Our cash balance was offset by a paydown of $38.2 million to extinguish our capital expenditure loan and real estate term loan with BB&T. As of March 31, we had $84.5 million in inventory ,a decrease of $8.8 million from Q4. This inventory reduction is consistent with our long-term plan as we continue to rationalize inventory levels. We made a total of $12.8 million in capital investments in the quarter, including $7.2 million in production equipment and machinery, and $5.3 million on construction and building improvements.

Looking ahead, we now expect capital expenditures in 2019 to be approximately $52 million, which factors in a continuation of the construction of our new factory in China. We continue to monitor end-market conditions and may adjust our spending plans as necessary.

Moving now to our Q2 outlook. We expect Q2 revenue to be between $40 million and $45 million and non-GAAP gross margin to be in the range of 25% to 27%. Non-GAAP net loss is expected to be in the range of $6.9 million to $8.6 million and non-GAAP loss per share between $0.35 per share and $0.43 per share using a weighted average basic share count of approximately 19.9 million shares.

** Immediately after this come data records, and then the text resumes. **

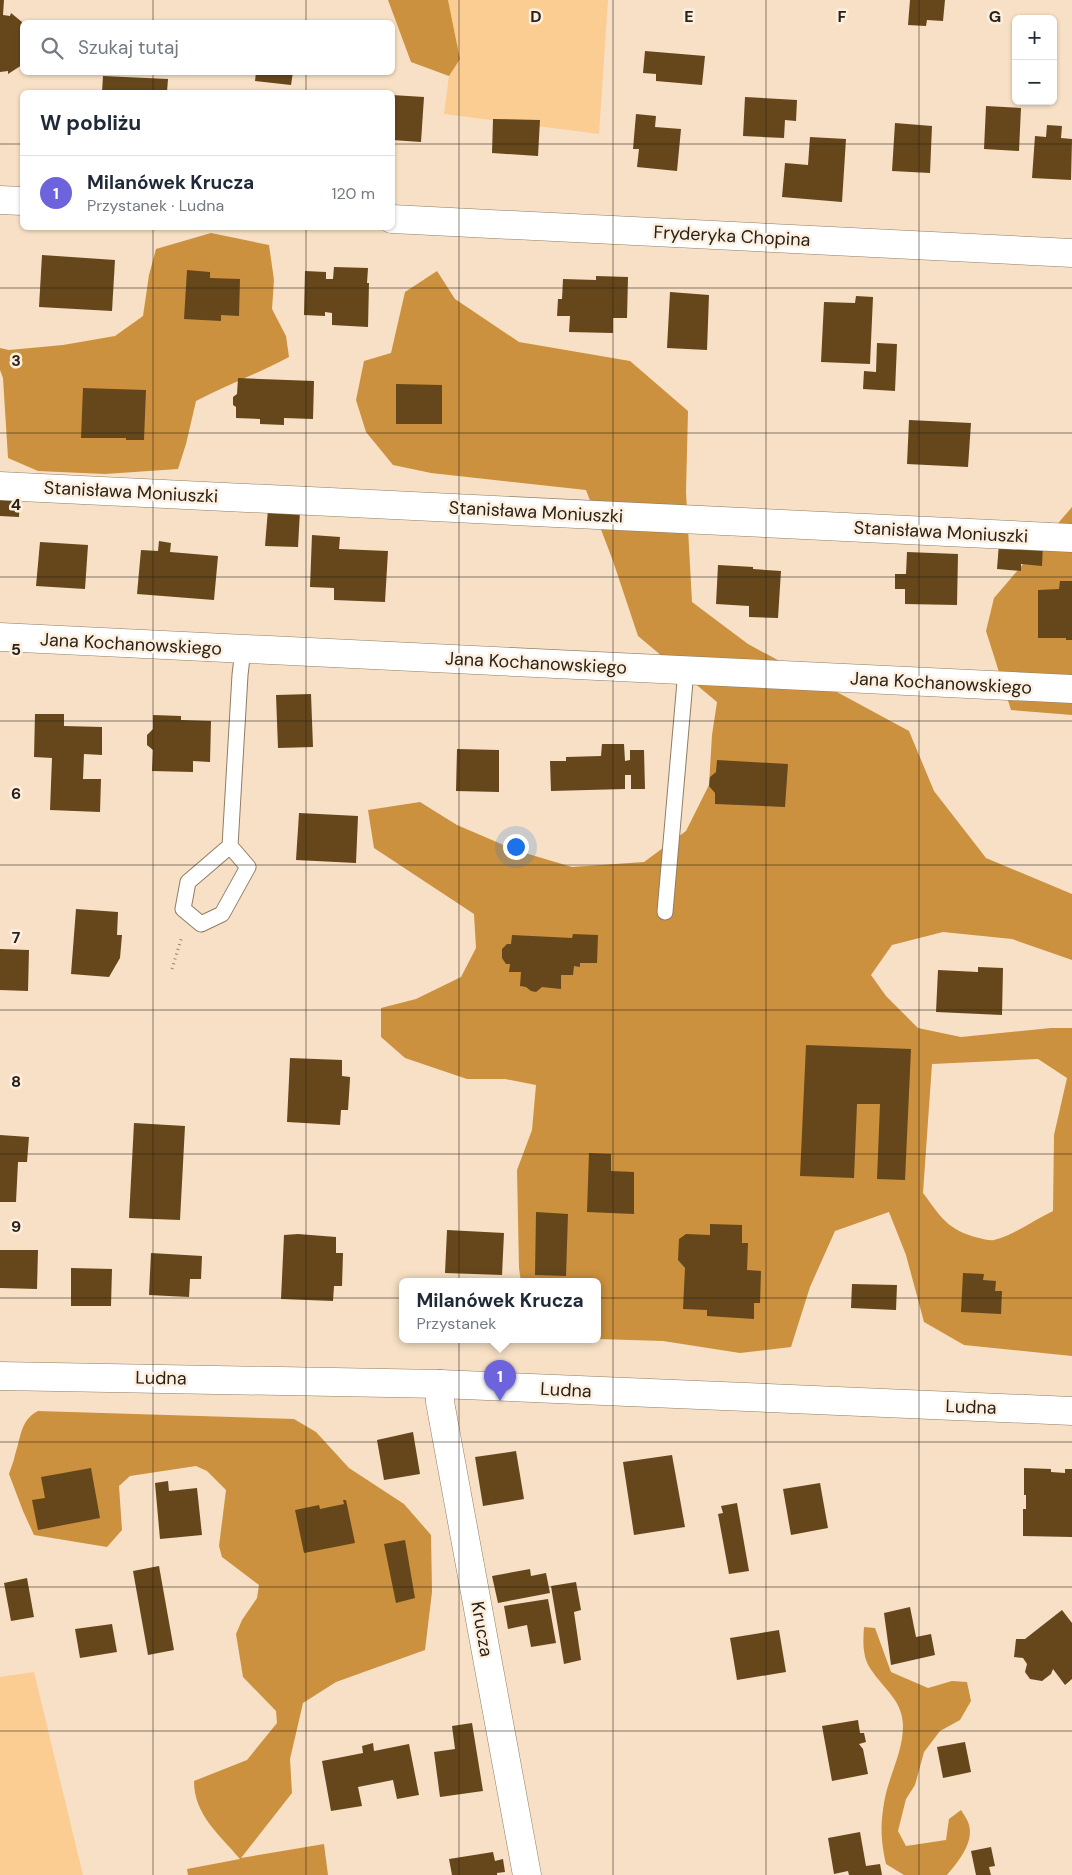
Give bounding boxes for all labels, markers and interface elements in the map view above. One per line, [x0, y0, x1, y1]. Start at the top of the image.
text: D [530, 6, 542, 27]
text: E [684, 6, 694, 27]
text: F [838, 6, 847, 27]
text: G [989, 6, 1001, 27]
map controls [1012, 15, 1057, 105]
button: + [1012, 15, 1057, 60]
search box [20, 20, 395, 75]
icon: search [38, 34, 66, 62]
text: Szukaj tutaj [78, 35, 179, 60]
button: − [1012, 60, 1057, 105]
text: W pobliżu [40, 109, 141, 137]
text: Milanówek Krucza [87, 170, 254, 195]
text: 1 [53, 183, 59, 204]
text: 120 m [331, 183, 375, 204]
text: Przystanek · Ludna [87, 195, 224, 216]
street label: Fryderyka Chopina [653, 220, 811, 252]
text: 3 [11, 350, 21, 371]
street label: Stanisława Moniuszki [43, 475, 219, 509]
text: 4 [11, 494, 21, 515]
street label: Stanisława Moniuszki [448, 495, 624, 529]
street label: Stanisława Moniuszki [853, 515, 1029, 549]
street label: Jana Kochanowskiego [39, 627, 223, 661]
text: 5 [11, 639, 21, 660]
street label: Jana Kochanowskiego [444, 646, 628, 680]
street label: Jana Kochanowskiego [849, 666, 1033, 700]
text: 6 [11, 783, 21, 804]
your location [503, 834, 529, 860]
text: 7 [12, 927, 21, 948]
text: 8 [11, 1071, 21, 1092]
text: 9 [11, 1216, 21, 1237]
popup [399, 1278, 601, 1343]
text: Milanówek Krucza [416, 1288, 584, 1313]
text: Przystanek [416, 1313, 496, 1334]
pin: 1 [484, 1360, 516, 1401]
street label: Ludna [135, 1366, 187, 1390]
street label: Ludna [540, 1377, 592, 1403]
street label: Ludna [945, 1394, 997, 1420]
street label: Krucza [465, 1599, 499, 1659]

With that, I'll turn it back over to the operator for the Q&A session. Operator?

Questions and Answers:

Operator

Thank you. We will now begin the question-and-answer session. (Operator Instructions) And our first question today comes from Simon Leopold with Raymond James. Please go ahead.

Simon Leopold -- Raymond James -- Analyst

Great. Thank you. I want to ask one sort of nearer term and a longer term question. First, on the nearer term, could you give us an update on what you're seeing competitively, particularly in silicon photonics technologies? And I guess the context to this is, coming out of the optical show in March we not only heard from Intel, who's been dabbling in this area for a long time but Cisco had made an acquisition and Juniper has talked about launching some products, so maybe some update, overall competitive environment but place some context around silicon photonics? And then I've got a follow up.

Stefan Murry -- Chief Financial Officer and Chief Strategy Officer

Okay. Simon, I would say, in this quarter, we haven't seen any sort of meaningful shift with respect to the competitive environment, especially as it pertains to silicon photonics. You know you noted a couple of companies who've made investments in silicon photonics, all of those companies have had some activity in the past either as a company that they're currently with or as previous firms, they're not -- in other words, they're not new entrants to the industry. And I haven't really seen any meaningful shift in terms of the way that those types of companies are approaching the market or the way that our technologies differentiate themselves. I think as we've noted in past conference calls and conferences that we believe our technology competes very favorably with silicon photonics in terms of cost, in terms of flexibility and in terms of our ability to make modifications in things to the products throughout their lifecycle, which can also help us to maintain an attractive cost throughout lifecycle of the product. But as far as it goes, I haven't seen too much shift really in the competitive environment there. And your follow-on question?

Simon Leopold -- Raymond James -- Analyst

Yes. I wanted to talk a little bit more about how you see the 5G market developing. I think, I appreciate the fact that the hardened optics makes this a great opportunity for your technology, but we hear suggestions that this will be a very competitive market with a lot of varied entrants, maybe, from emerging markets like China. And so, I'm sort of struggling to figure out the dynamic of how big is this opportunity and how does it compare to other markets you've played in? Thank you.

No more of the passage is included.